**Problem to solve:** Needed from the data below: all lines that contain the word "fractalNoise".

**Records supplied:**
::::::::::

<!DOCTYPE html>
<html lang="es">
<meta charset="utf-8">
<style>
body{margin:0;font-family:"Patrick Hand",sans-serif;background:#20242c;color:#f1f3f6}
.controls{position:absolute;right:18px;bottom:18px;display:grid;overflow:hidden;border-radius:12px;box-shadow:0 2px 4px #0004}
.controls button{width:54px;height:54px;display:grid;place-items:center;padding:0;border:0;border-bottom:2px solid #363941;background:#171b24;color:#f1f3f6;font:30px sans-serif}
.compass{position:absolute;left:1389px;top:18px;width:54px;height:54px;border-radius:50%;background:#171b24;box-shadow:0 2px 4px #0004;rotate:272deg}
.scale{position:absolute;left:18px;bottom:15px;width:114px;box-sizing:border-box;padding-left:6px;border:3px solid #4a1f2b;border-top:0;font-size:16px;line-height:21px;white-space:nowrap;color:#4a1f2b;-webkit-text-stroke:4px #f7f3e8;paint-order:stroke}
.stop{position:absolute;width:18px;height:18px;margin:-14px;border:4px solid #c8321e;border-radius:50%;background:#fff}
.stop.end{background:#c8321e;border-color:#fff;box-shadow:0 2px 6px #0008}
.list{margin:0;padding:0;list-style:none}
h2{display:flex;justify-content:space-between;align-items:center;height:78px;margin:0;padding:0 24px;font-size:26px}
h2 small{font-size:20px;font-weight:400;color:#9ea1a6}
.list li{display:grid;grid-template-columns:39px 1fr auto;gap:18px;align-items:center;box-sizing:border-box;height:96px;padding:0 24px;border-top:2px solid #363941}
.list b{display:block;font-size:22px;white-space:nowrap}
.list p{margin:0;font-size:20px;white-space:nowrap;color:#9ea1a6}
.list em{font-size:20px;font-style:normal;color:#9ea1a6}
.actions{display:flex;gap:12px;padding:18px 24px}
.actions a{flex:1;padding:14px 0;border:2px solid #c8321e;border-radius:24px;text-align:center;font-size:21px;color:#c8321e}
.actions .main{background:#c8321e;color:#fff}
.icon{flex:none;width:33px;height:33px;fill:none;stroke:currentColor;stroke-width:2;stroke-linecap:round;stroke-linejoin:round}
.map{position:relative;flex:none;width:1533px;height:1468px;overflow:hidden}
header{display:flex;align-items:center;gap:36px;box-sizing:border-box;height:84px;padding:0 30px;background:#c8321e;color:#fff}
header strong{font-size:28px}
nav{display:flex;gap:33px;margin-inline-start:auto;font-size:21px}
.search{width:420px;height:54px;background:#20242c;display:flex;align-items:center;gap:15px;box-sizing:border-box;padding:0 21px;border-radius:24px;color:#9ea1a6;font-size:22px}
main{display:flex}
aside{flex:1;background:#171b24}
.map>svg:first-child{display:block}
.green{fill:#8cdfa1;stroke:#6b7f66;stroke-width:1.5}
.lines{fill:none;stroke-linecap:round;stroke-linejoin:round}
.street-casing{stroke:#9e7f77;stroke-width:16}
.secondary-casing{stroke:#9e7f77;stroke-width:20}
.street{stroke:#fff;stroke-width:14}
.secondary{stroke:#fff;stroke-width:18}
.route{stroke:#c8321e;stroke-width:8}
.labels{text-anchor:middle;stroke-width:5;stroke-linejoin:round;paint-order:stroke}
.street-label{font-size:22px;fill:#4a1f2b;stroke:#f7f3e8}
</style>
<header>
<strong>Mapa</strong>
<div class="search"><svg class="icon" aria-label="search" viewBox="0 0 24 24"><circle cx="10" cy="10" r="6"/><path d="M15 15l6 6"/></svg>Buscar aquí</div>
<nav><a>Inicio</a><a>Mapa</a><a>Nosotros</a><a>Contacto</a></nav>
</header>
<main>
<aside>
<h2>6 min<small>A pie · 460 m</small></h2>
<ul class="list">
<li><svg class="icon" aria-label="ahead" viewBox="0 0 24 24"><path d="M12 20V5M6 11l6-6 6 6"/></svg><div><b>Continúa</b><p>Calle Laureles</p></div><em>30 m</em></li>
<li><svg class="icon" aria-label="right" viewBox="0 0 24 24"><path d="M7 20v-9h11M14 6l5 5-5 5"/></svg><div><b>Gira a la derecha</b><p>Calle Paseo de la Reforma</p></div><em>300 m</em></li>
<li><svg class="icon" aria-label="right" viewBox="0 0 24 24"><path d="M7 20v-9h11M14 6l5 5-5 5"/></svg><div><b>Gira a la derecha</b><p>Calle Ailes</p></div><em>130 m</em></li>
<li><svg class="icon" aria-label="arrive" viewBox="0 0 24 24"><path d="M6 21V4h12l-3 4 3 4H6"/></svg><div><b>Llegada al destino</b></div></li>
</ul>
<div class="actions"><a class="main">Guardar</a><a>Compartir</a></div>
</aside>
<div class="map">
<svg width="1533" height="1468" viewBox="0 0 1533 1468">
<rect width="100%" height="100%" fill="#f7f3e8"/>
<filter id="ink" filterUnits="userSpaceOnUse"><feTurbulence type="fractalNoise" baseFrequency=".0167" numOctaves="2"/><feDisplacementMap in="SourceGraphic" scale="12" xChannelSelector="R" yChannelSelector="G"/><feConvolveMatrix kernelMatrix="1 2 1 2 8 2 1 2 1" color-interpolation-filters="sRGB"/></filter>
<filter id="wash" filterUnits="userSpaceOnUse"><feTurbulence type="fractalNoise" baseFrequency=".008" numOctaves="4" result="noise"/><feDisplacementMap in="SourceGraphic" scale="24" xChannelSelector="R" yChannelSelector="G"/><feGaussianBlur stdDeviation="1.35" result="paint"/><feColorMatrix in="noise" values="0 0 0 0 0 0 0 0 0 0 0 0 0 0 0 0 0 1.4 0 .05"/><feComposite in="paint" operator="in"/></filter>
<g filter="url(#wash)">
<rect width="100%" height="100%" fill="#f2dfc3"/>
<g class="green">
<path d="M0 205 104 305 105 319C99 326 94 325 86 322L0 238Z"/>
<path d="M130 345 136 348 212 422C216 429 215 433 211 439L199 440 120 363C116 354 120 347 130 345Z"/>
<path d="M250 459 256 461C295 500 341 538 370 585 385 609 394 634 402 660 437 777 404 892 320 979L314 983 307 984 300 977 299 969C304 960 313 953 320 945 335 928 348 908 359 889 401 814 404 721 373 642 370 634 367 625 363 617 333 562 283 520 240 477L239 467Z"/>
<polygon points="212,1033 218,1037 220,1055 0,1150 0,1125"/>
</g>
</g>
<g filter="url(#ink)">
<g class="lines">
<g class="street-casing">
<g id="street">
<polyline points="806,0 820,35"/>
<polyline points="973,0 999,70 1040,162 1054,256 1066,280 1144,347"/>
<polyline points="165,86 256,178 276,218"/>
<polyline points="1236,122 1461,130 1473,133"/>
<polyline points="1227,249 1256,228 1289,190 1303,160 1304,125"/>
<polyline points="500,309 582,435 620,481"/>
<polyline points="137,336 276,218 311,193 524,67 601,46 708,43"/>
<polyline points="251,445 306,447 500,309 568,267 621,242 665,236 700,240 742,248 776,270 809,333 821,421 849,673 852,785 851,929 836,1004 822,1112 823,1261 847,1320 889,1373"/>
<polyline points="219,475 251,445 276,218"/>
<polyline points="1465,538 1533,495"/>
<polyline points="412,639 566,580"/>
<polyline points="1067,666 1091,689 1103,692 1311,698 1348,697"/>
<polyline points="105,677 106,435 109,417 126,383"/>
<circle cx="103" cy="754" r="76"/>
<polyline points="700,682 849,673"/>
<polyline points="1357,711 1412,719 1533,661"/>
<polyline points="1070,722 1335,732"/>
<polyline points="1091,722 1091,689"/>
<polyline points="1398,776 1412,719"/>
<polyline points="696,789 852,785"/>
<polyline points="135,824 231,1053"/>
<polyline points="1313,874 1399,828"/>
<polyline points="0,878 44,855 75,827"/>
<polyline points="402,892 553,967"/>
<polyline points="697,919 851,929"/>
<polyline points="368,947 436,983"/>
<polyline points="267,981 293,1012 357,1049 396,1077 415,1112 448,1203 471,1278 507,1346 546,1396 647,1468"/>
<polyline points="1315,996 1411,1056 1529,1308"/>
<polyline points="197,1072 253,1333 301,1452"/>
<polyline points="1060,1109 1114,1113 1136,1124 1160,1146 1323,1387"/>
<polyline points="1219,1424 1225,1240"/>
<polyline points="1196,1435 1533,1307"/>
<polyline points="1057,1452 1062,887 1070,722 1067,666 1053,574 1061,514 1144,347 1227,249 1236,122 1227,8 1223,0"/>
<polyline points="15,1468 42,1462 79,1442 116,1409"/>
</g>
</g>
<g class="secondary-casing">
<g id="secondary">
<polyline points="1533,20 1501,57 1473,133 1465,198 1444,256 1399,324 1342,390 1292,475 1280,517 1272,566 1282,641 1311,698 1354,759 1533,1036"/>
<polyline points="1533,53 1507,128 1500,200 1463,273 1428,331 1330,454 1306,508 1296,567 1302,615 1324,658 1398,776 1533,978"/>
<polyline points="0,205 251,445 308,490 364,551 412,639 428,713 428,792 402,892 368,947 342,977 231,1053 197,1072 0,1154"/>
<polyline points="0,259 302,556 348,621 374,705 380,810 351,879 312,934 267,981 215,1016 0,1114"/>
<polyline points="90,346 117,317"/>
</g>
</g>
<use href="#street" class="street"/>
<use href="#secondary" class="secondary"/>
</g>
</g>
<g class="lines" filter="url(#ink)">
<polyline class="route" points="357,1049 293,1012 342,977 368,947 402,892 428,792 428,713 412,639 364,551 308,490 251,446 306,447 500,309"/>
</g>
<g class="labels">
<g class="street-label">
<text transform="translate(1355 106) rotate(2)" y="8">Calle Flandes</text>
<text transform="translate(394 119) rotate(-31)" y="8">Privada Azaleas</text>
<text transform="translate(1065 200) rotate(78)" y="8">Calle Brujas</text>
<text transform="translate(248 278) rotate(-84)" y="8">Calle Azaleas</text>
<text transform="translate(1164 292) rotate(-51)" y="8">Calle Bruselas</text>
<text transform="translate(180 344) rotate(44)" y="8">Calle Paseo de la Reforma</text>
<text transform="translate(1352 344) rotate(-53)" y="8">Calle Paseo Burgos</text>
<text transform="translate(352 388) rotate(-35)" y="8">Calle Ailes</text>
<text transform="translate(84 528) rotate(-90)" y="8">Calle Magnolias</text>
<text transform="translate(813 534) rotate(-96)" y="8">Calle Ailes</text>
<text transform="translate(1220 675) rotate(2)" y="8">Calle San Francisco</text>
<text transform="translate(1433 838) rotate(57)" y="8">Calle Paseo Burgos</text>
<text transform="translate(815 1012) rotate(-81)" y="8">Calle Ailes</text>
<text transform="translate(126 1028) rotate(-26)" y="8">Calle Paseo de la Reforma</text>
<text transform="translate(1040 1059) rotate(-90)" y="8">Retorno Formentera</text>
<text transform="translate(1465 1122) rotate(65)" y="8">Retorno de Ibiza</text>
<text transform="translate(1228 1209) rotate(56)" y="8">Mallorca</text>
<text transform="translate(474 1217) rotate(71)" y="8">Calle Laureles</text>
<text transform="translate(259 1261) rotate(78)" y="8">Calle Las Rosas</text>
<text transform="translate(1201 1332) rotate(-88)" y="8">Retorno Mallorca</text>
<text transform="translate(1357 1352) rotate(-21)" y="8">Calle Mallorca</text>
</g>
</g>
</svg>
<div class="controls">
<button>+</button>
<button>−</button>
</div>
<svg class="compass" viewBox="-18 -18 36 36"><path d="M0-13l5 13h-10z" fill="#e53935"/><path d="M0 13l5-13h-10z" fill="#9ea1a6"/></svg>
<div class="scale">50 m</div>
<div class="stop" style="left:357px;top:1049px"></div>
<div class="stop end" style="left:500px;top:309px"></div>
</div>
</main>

::::::::::

**Answer to the exercise:**
<filter id="ink" filterUnits="userSpaceOnUse"><feTurbulence type="fractalNoise" baseFrequency=".0167" numOctaves="2"/><feDisplacementMap in="SourceGraphic" scale="12" xChannelSelector="R" yChannelSelector="G"/><feConvolveMatrix kernelMatrix="1 2 1 2 8 2 1 2 1" color-interpolation-filters="sRGB"/></filter>
<filter id="wash" filterUnits="userSpaceOnUse"><feTurbulence type="fractalNoise" baseFrequency=".008" numOctaves="4" result="noise"/><feDisplacementMap in="SourceGraphic" scale="24" xChannelSelector="R" yChannelSelector="G"/><feGaussianBlur stdDeviation="1.35" result="paint"/><feColorMatrix in="noise" values="0 0 0 0 0 0 0 0 0 0 0 0 0 0 0 0 0 1.4 0 .05"/><feComposite in="paint" operator="in"/></filter>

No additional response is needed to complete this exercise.